# Your task
Using the listing below, show all lines that hold the word "JSON".

# Data records

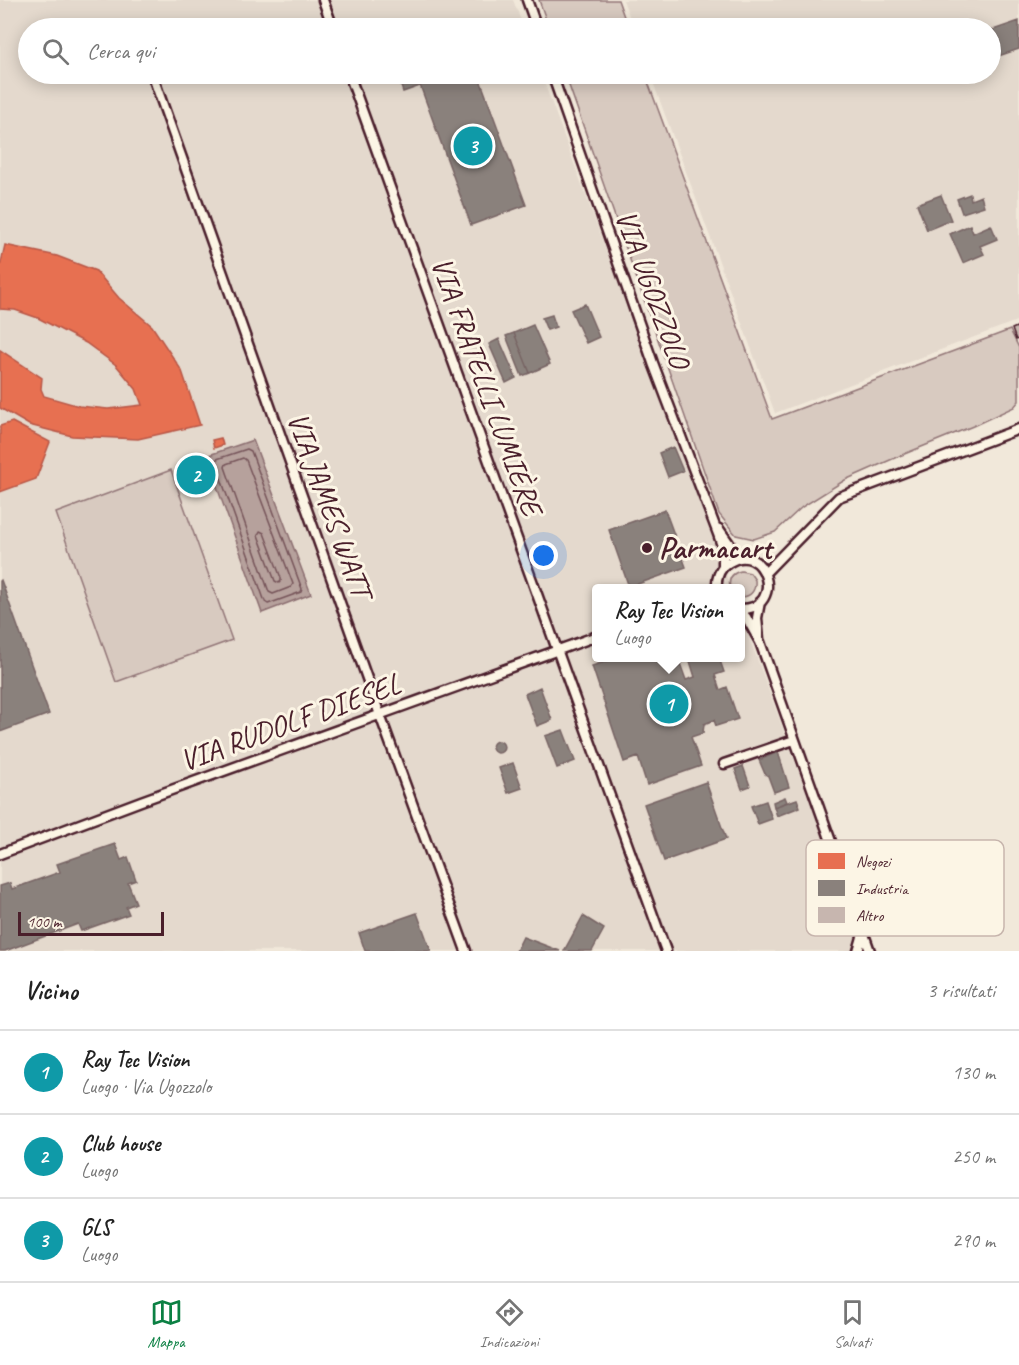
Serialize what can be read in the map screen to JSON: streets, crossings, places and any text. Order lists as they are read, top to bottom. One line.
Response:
{"streets":{"street":["VIA UGOZZOLO","VIA FRATELLI LUMIÈRE","VIA JAMES WATT","VIA RUDOLF DIESEL"]},"crossings":[["VIA FRATELLI LUMIÈRE","VIA RUDOLF DIESEL"],["VIA JAMES WATT","VIA RUDOLF DIESEL"]],"places":["Parmacart"],"legend":["Negozi","Industria","Altro"],"scale_bar":"100 m","page":{"search":"Cerca qui","pins":["3","2","1"],"popup":["Ray Tec Vision","Luogo"],"scale":"100 m","heading":["Vicino","3 risultati"],"list":[{"mark":"1","name":"Ray Tec Vision","note":"Luogo · Via Ugozzolo","value":"130 m"},{"mark":"2","name":"Club house","note":"Luogo","value":"250 m"},{"mark":"3","name":"GLS","note":"Luogo","value":"290 m"}],"nav":["Mappa","Indicazioni","Salvati"]}}
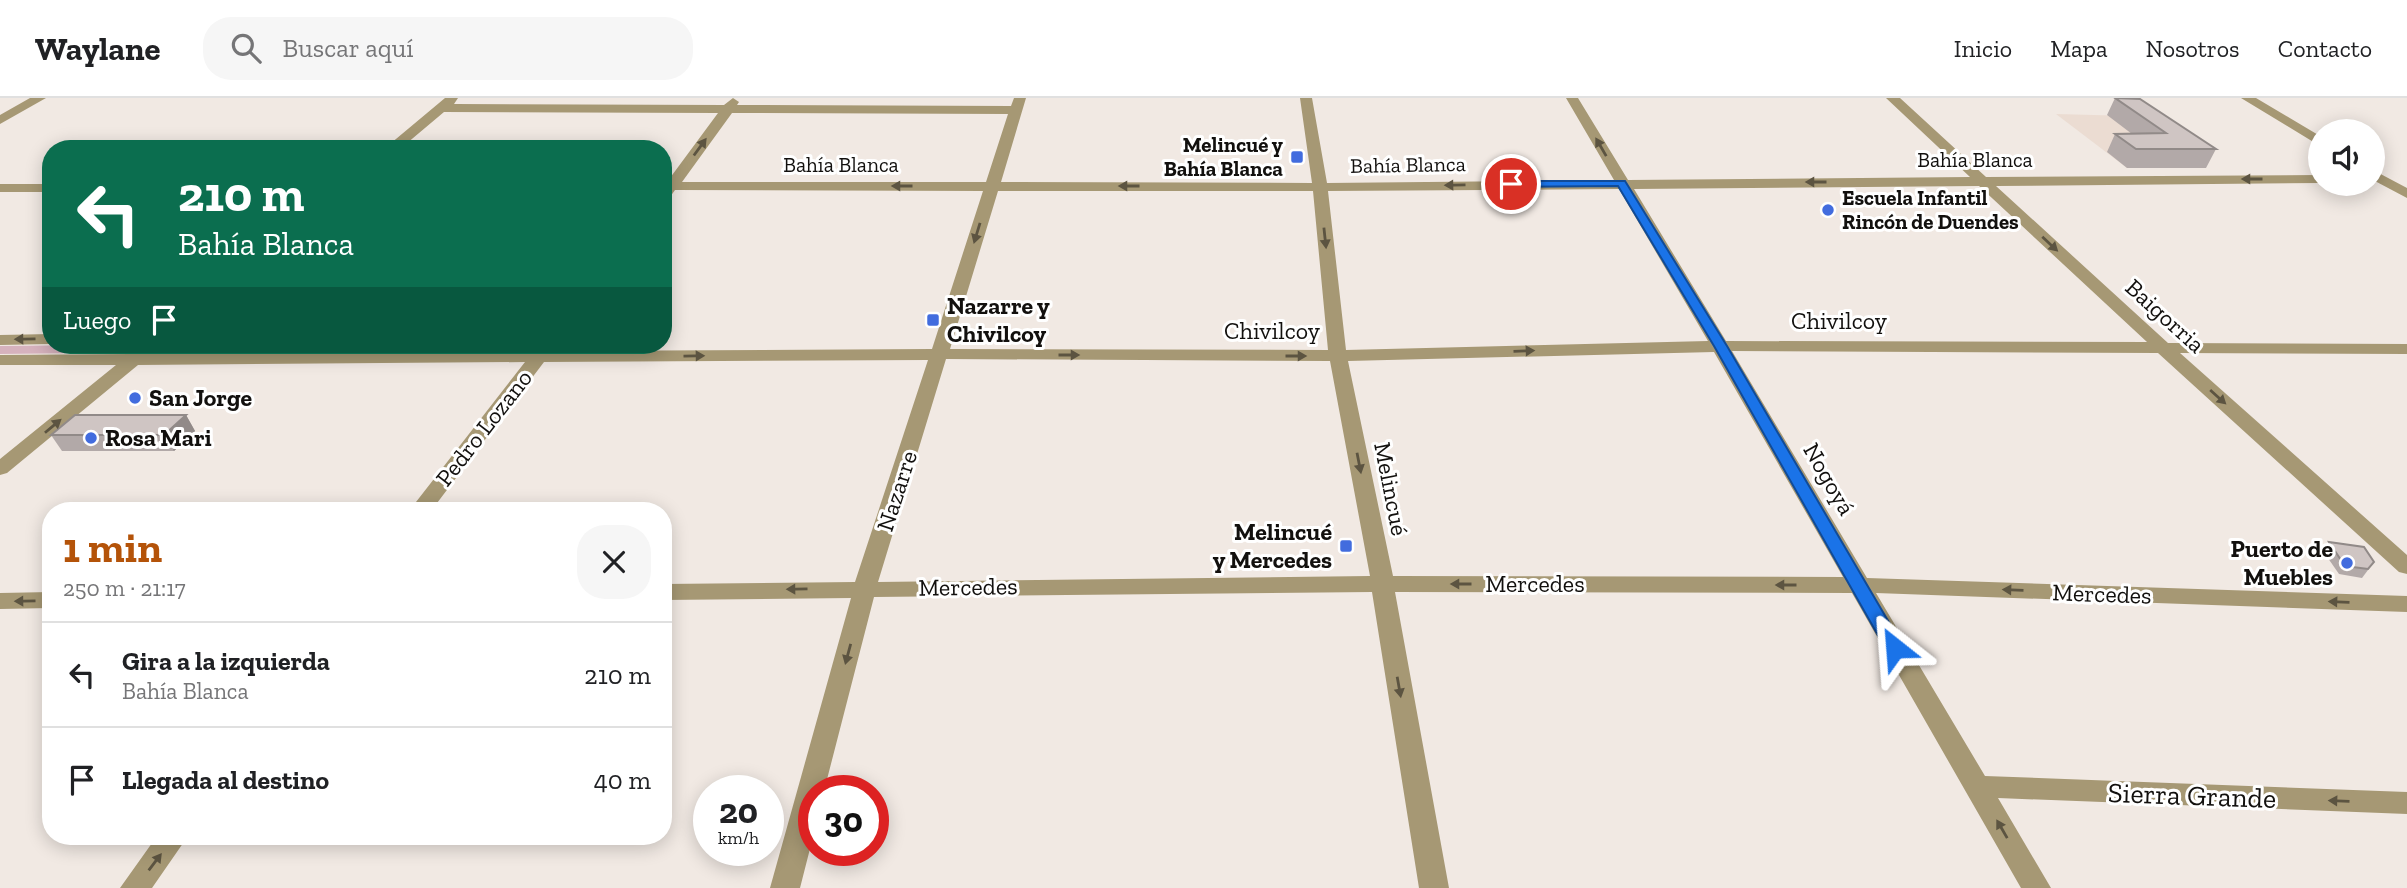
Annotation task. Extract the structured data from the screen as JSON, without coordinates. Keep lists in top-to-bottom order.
{
  "streets": {
    "street": [
      "Bahía Blanca",
      "Baigorria",
      "Chivilcoy",
      "Pedro Lozano",
      "Nogoyá",
      "Melincué",
      "Nazarre",
      "Mercedes",
      "Sierra Grande"
    ]
  },
  "crossings": [
    ["Bahía Blanca", "Baigorria"],
    ["Bahía Blanca", "Nogoyá"],
    ["Bahía Blanca", "Melincué"],
    ["Bahía Blanca", "Nazarre"],
    ["Baigorria", "Chivilcoy"],
    ["Chivilcoy", "Nogoyá"],
    ["Chivilcoy", "Melincué"],
    ["Chivilcoy", "Nazarre"],
    ["Nogoyá", "Mercedes"],
    ["Nogoyá", "Sierra Grande"],
    ["Melincué", "Mercedes"],
    ["Nazarre", "Mercedes"]
  ],
  "one_way": [
    "Bahía Blanca",
    "Baigorria",
    "Chivilcoy",
    "Melincué",
    "Nazarre",
    "Mercedes",
    "Sierra Grande"
  ],
  "places": {
    "transit": ["Melincué y Bahía Blanca", "Nazarre y Chivilcoy", "Melincué y Mercedes"],
    "other": [
      "Escuela Infantil Rincón de Duendes",
      "San Jorge",
      "Rosa Mari",
      "Puerto de Muebles"
    ]
  },
  "page": {
    "header": "Waylane",
    "search": "Buscar aquí",
    "nav": [
      "Inicio",
      "Mapa",
      "Nosotros",
      "Contacto"
    ],
    "turn": ["210 m", "Bahía Blanca"],
    "then": "Luego",
    "heading": ["1 min", "250 m · 21:17"],
    "list": [
      {
        "name": "Gira a la izquierda",
        "note": "Bahía Blanca",
        "value": "210 m"
      },
      {
        "name": "Llegada al destino",
        "value": "40 m"
      }
    ],
    "speed": "20 km/h",
    "limit": "30"
  }
}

# Written solution
Serialize what can be read in the map screen to JSON: streets, crossings, places and any text. Order lists as they are read, top to bottom. One line.
Annotation task. Extract the structured data from the screen as JSON, without coordinates. Keep lists in top-to-bottom order.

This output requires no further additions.